Bonds also reversed their recent trading behavior in early morning trading, with yields falling after rising several sessions last week. Bonds yields usually fall when stock prices decline, especially at times of growing concerns about a possible recession, and that’s what happened Monday morning. But by late morning, the 10-year Treasury yield was rising again, at 0.85%, up about 10 basis points from the open.
A second surprise rate cut by the Federal Reserve on Sunday, like the first one on March 3, failed to calm markets.
The Fed slashed the federal funds rate Sunday evening by 1% to a range between zero and 0.25%, days before the start of the Federal Open Market Committee’s regularly scheduled policymaking meeting. The latest cut followed a 50 basis-point cut on March 3.
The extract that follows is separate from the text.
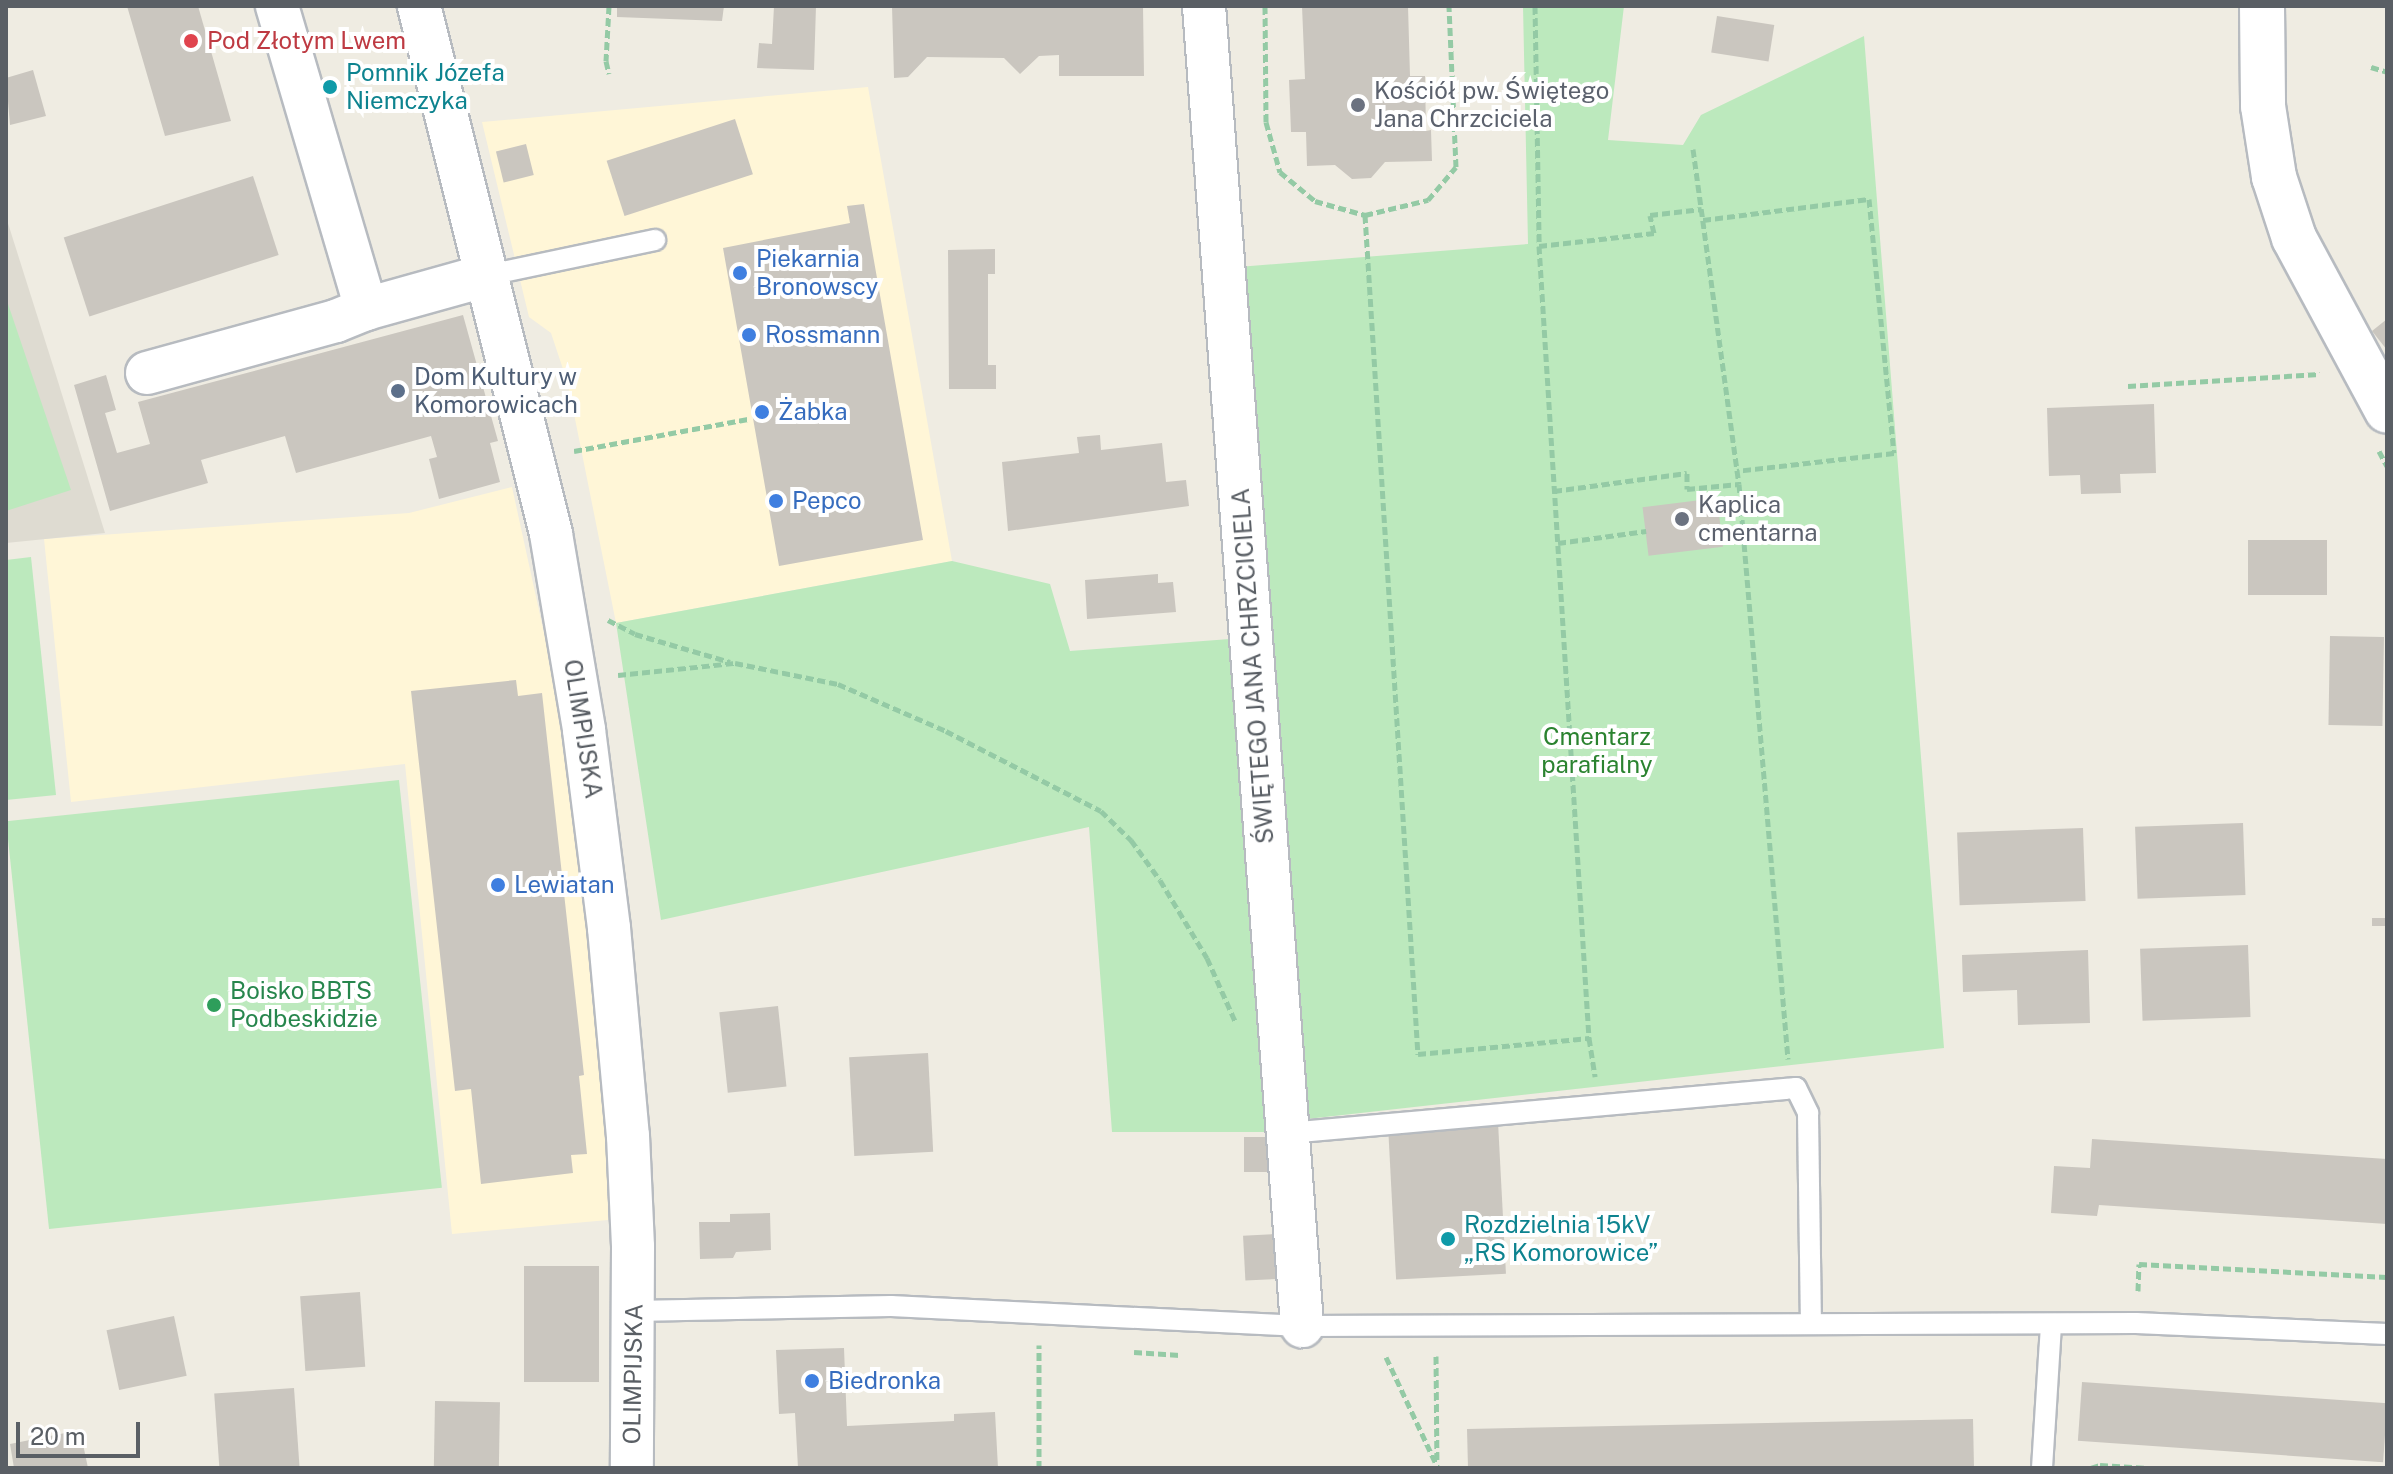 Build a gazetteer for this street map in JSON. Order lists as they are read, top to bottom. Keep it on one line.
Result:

The Fed also announced a revived quantitative easing program to purchase at least $700 billion in U.S. Treasuries and mortgage-backed securities, which followed plans announced last week to inject as much as $1.5 trillion into the short-term money markets.
“To move like this three days before the meeting tells me to expect an avalanche of horrible data in the next few weeks,” tweeted David Rosenberg, chief economist and strategist of Rosenberg Research and Associates Inc.
Also on Sunday, Goldman Sachs forecast a 5% decline in U.S. GDP for the second quarter and its U.S. chief equity strategist, David Kostin, slashed his forecast for the S&P 500, noting it could fall another 26% from Friday’s close to 2,000 if the economic fallout from the spreading coronavirus worsens.
“The coronavirus has created unprecedented financial and societal disruption,” he wrote in a note to clients. “The combination of thin liquidity, high uncertainty, and positioning could cause the S&P 500 to fall below our 2,450 base case estimate of fair value and closer to a trough of 2,000.”
Recession fears are growing for the U.S. — a Bloomberg survey of economists gave 45% odds for one this year — and globally.
Whole countries are under lockdown and throughout the U.S. schools, theaters, gyms and other gathering places have shut down; all National Basketball Association, National Hockey League and U.S. Soccer games are canceled along with the NCAA annual tournament (March Madness); and many businesses, including financial firms, are advising or mandating that workers work from home.